Being able to use a Generator for PHPExcel_Cell::extractAllCellReferencesInRange() would help further, but that requires a minimum PHP version of 5.5.0

Vitexus commented 9 years ago

17 rows and 18 columns xslx file causes:

Fatal error: Allowed memory size of 4244635648 bytes exhausted (tried to allocate 234881040 bytes) in (...)/classes/PHPExcel/Cell.php on line 909

$returnValue contain 14680064 items and array_unique can't handle it.
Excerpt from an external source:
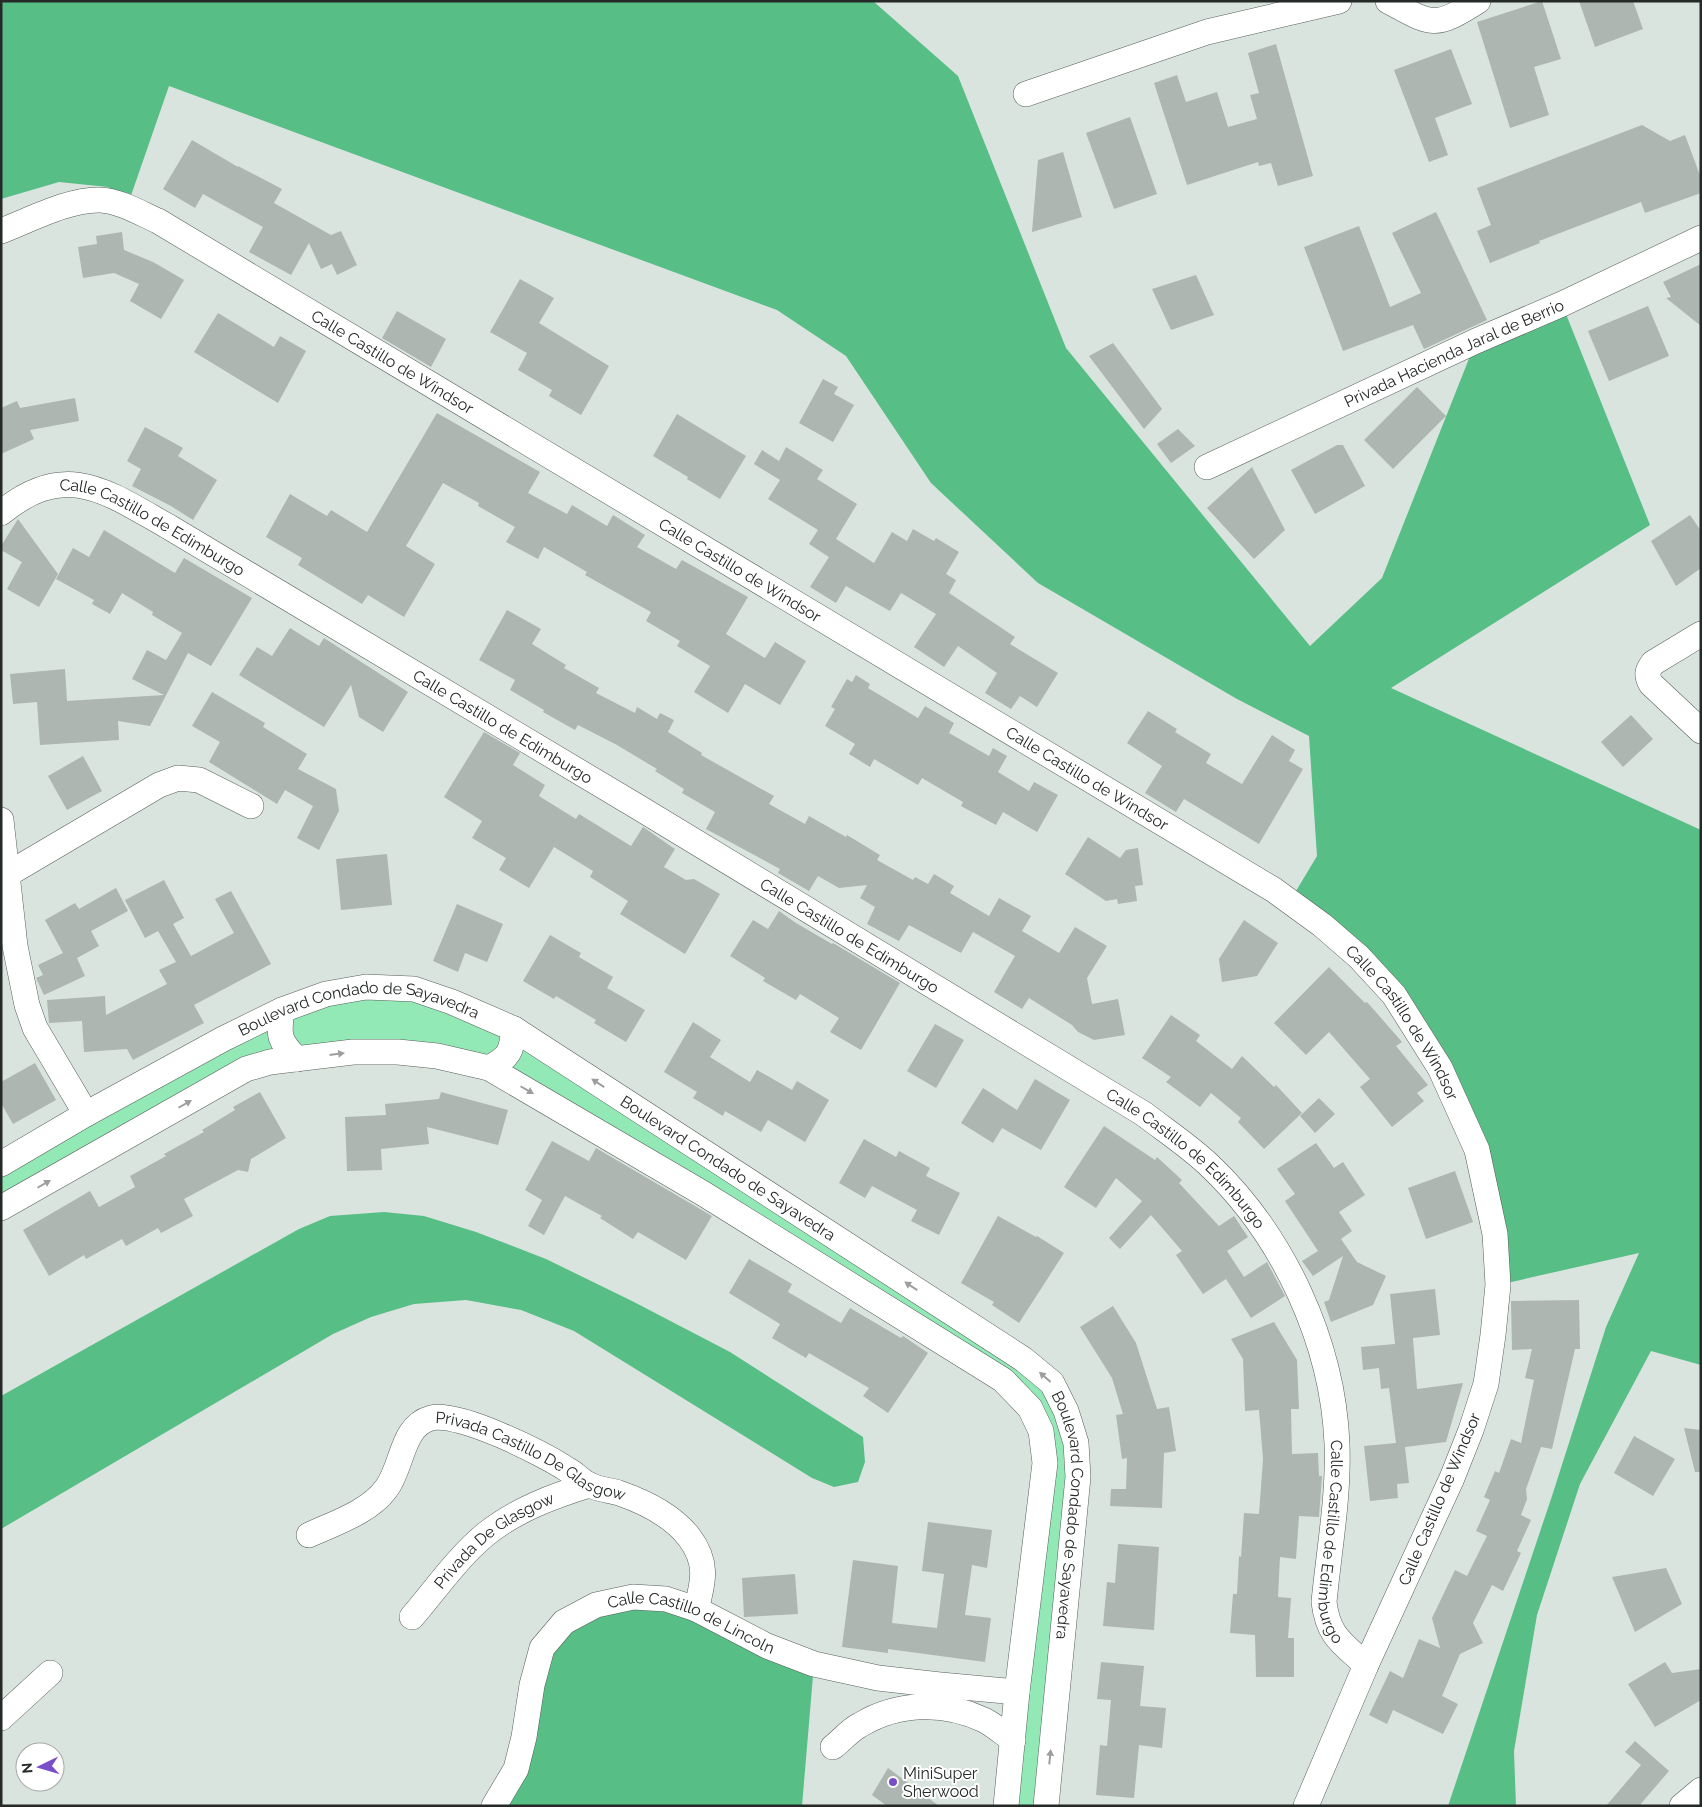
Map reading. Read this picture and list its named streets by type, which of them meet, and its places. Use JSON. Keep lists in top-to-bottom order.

dmeijboom commented 8 years ago

If you only want to read the data you can use the following snippet (for the excel reader):

$objReader = PHPExcel_IOFactory::createReader("Excel2007");
$objReader->setReadDataOnly(true);

This skips the formatting options and loads a lot faster! Since it skips formatting it doesn't freeze anymore.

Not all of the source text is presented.